Having your body brought to church for a proper funeral and then carried to the grave by people who love you is worth ten times what it costs.

If you are reading this and think that someday you might be at Father White’s funeral, please note the following (I have this written down in my last will and testament, but I’ll mention it here, too):

I want the priest who says my funeral Mass to wear black vestments, and I want him to incense my casket until everyone in the church has an asthma attack.

A third delightful thing about funerals is that, generally speaking, people in the funeral-home business are as likable a group of people as you are ever going to meet. They are humble, generous-hearted, God-fearing, down-to-earth, attentive to their duties, and thoughtful.
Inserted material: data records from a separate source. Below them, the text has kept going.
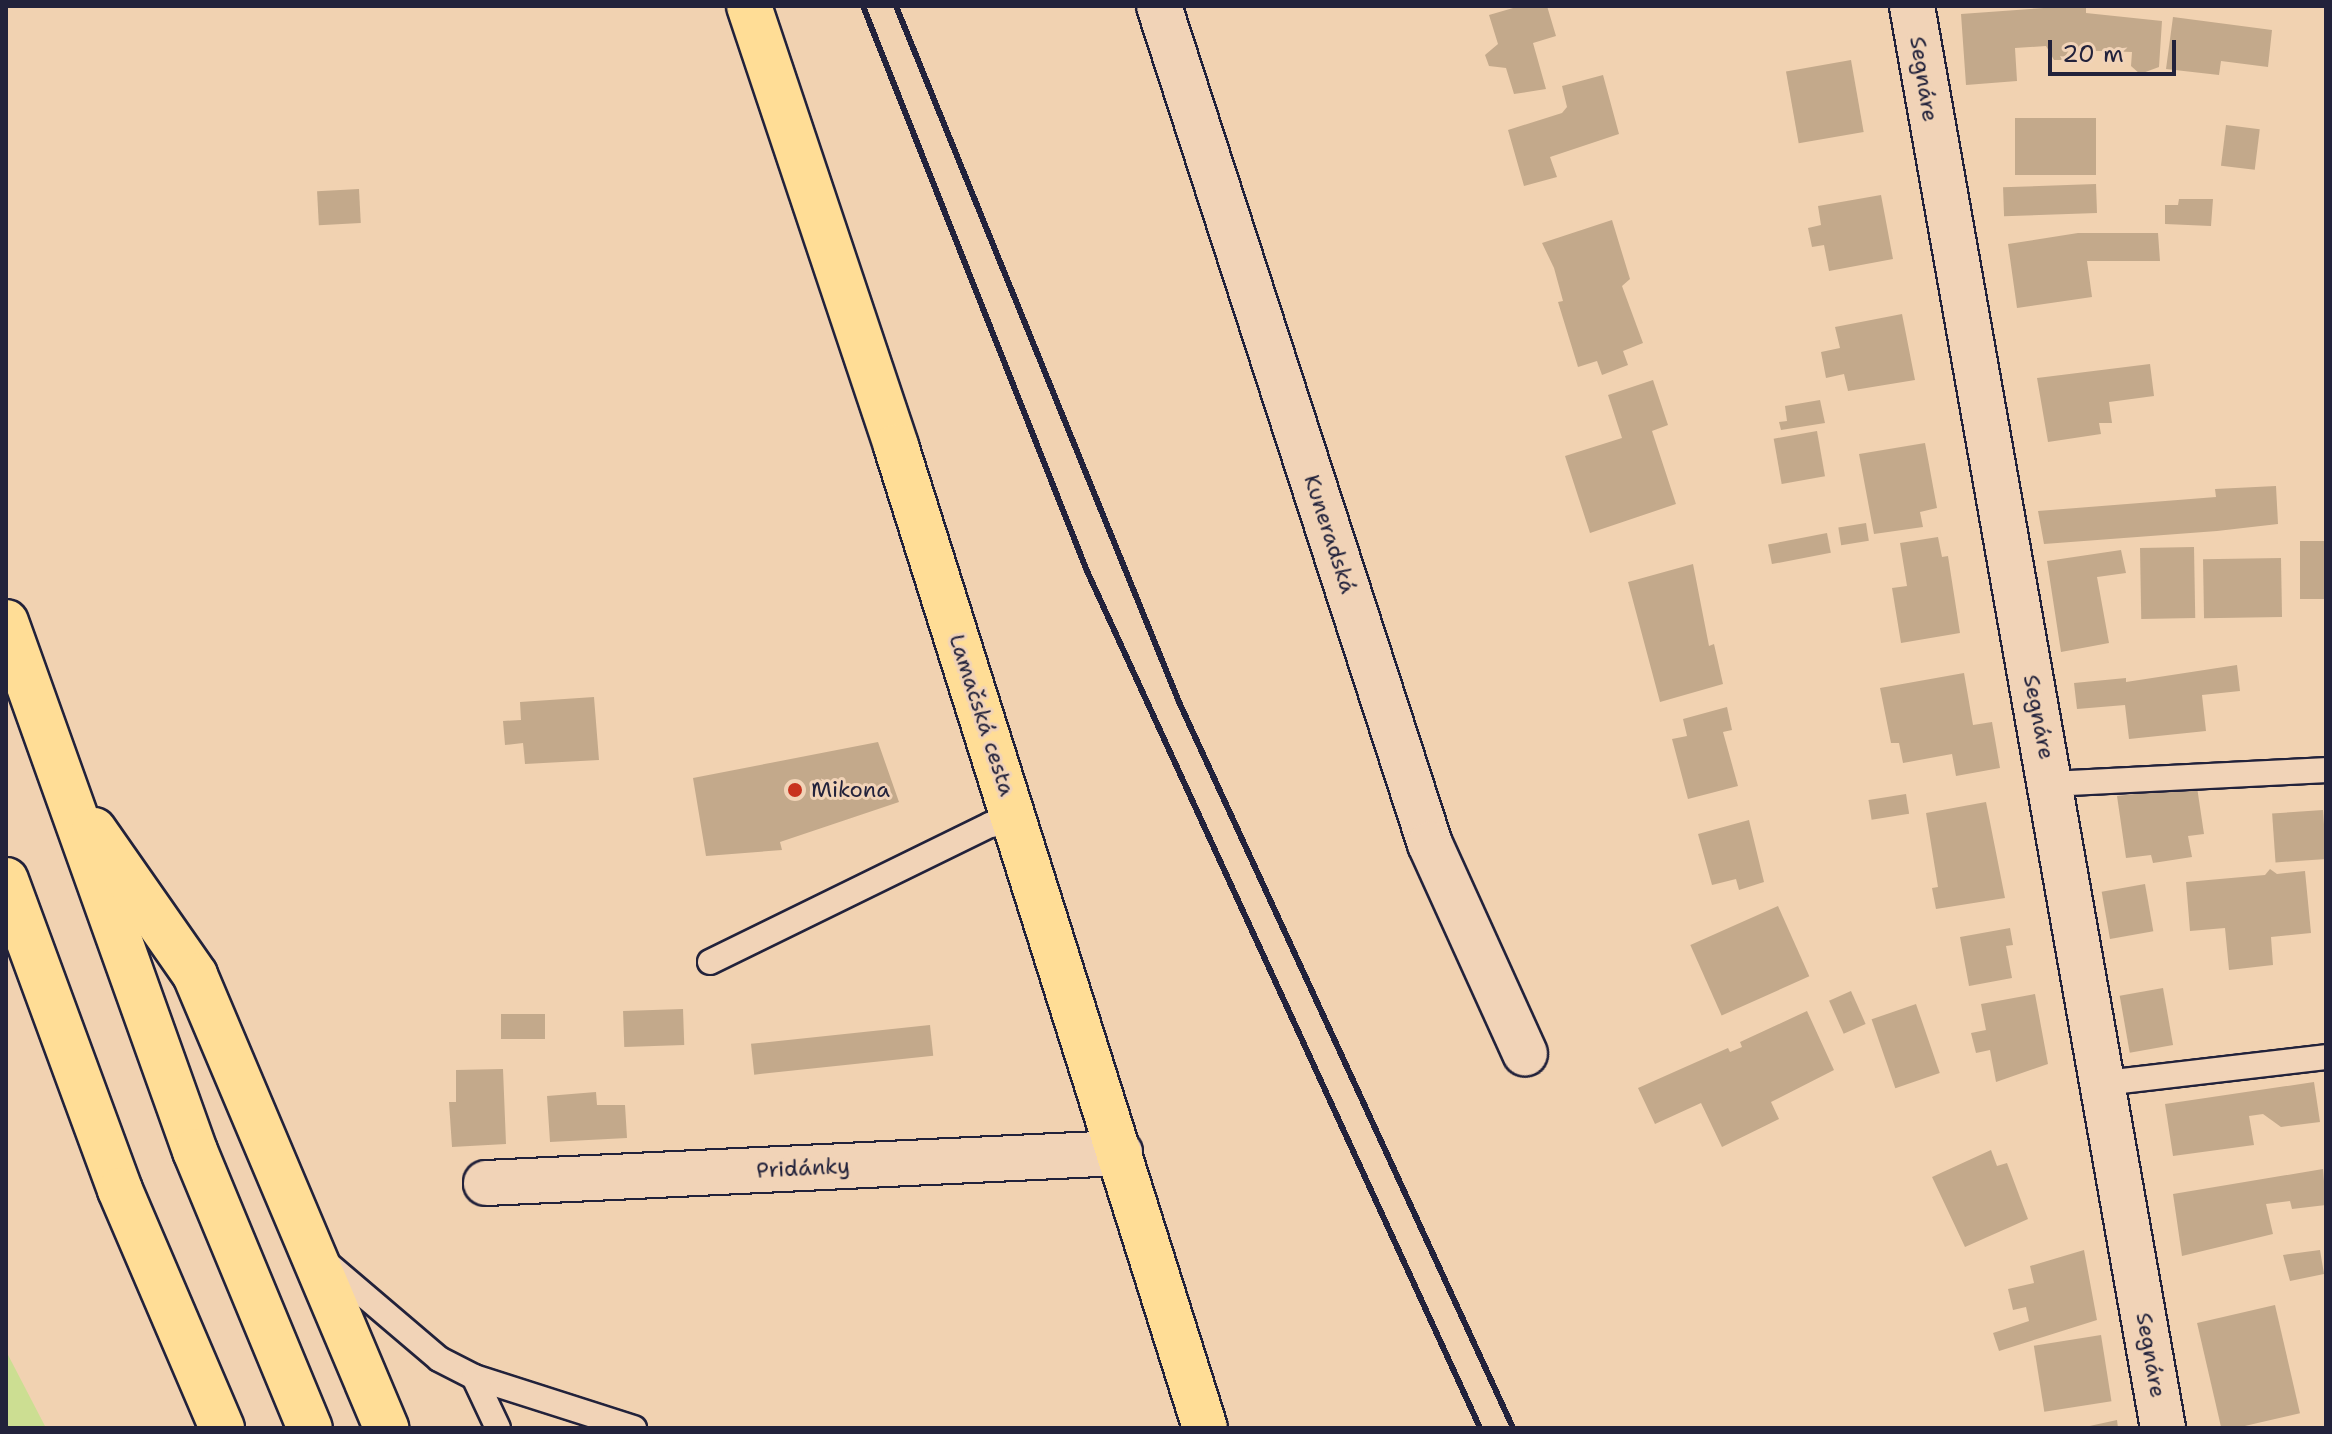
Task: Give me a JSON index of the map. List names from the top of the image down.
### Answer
{
  "streets": {
    "main road": ["Lamačská cesta"],
    "street": ["Segnáre", "Kuneradská", "Pridánky"]
  },
  "crossings": [
    ["Lamačská cesta", "Pridánky"]
  ],
  "places": ["Mikona"],
  "scale_bar": "20 m"
}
Fourth, the reality of death is extremely comforting for a priest.

Accepting a vocation to the priesthood means letting go of most of the short-term goals that most men seek to attain—professional success, family happiness, material prosperity, etc. Priests have to live for the final goal only: getting to heaven. Burying the dead reminds a priest that he has not made a dumb choice in giving up on worldly goals.
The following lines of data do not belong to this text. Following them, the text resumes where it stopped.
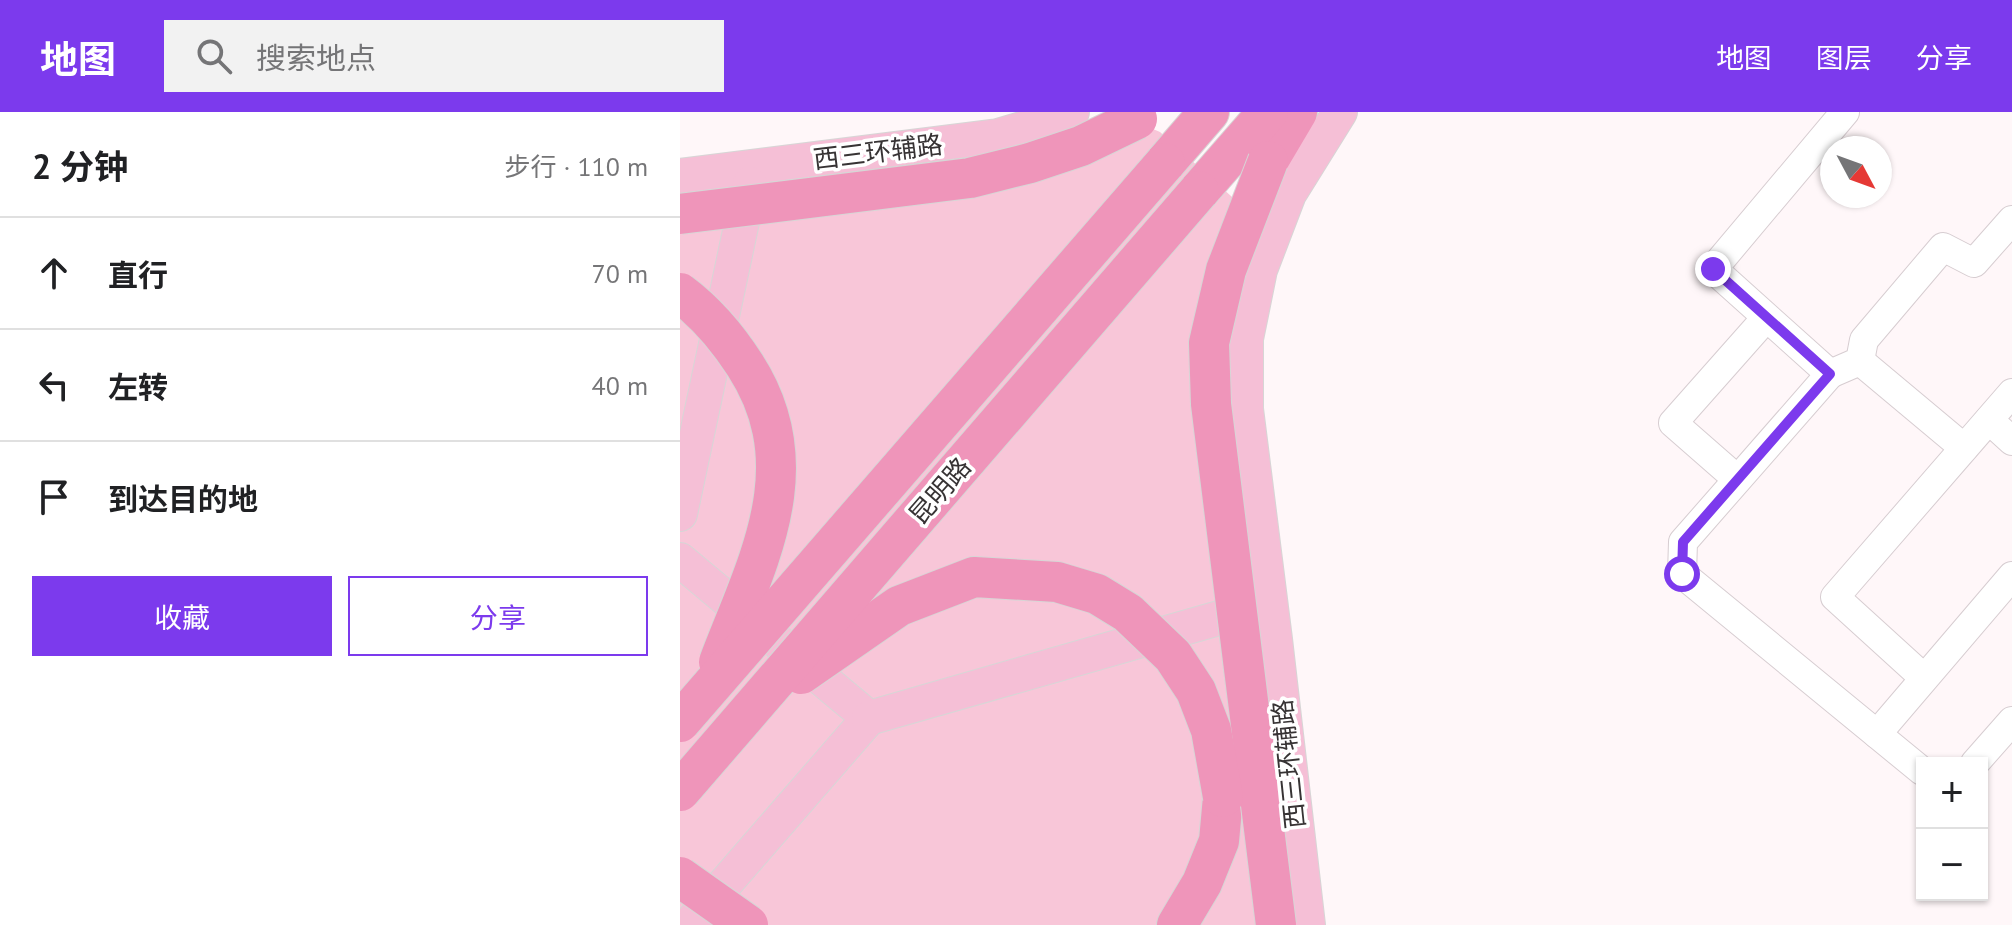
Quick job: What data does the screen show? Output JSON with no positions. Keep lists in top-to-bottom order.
{
  "streets": {
    "highway": ["昆明路"],
    "main road": ["西三环辅路"]
  },
  "north": "bottom right",
  "page": {
    "header": "地图",
    "search": "搜索地点",
    "nav": ["地图", "图层", "分享"],
    "heading": ["2 分钟", "步行 · 110 m"],
    "list": [
      ["直行", "70 m"],
      ["左转", "40 m"],
      "到达目的地"
    ],
    "buttons": ["收藏", "分享"],
    "map_buttons": ["+", "−"]
  }
}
In fact, I have made the smartest choice, and the choice I have made helps other people deal with the most basic of all realities: eventually we all die, and we leave everything behind. This gives the priest a great deal of encouragement in the faith.

A priest is a man who lives by faith in a unique way; he is “the guardian of the faith,” according to St. Thomas Aquinas. When someone dies, suddenly God becomes very real to everyone involved, even if they are not “churchy” (i.e., they never go to church). The role of a priest in the face of death is beautifully clear: Bear witness to the faith, to the truth about God and the soul. There is no question that this is what everyone is dying to hear at the moment. (No pun intended.)

In other words, at a funeral, everyone comes to “my world,” and all of a sudden, everyone wants to hear what I have to say. I am not a crazy idiot for becoming a priest; I am actually rather ahead of the curve.

Which brings me to the fifth reason why I love funerals: It is a time when many excellent confessions take place.

Whenever I can, I go to the funeral home for the wake and set up shop in a little parlor to hear confessions. I would be happy to sit in funeral home hearing confessions at wakes every day for the rest of my life.

Someday we will all rise from the dead. Cemeteries will be full of people standing up.

The ancient custom is for lay people to be buried so that when they stand up, they will be facing east to see Christ coming in glory—hopefully it will not be a fearsome sight for any of us. Priests are to be buried so that when we stand up, we will see the people in front of us. You lay people will be looking at Christ AND us priests, believe it or not! (I guess the wicked priests will be seared through by the glory of Christ shining behind them. May I not be one of those, Lord, please! May I shine with the glory of your Light!) Hopefully, when I look out after standing up, all the people I buried will smile at me.

In the meantime, please pray for me if you can, dear departed souls! (You living people, please pray for me, too. Thank you.)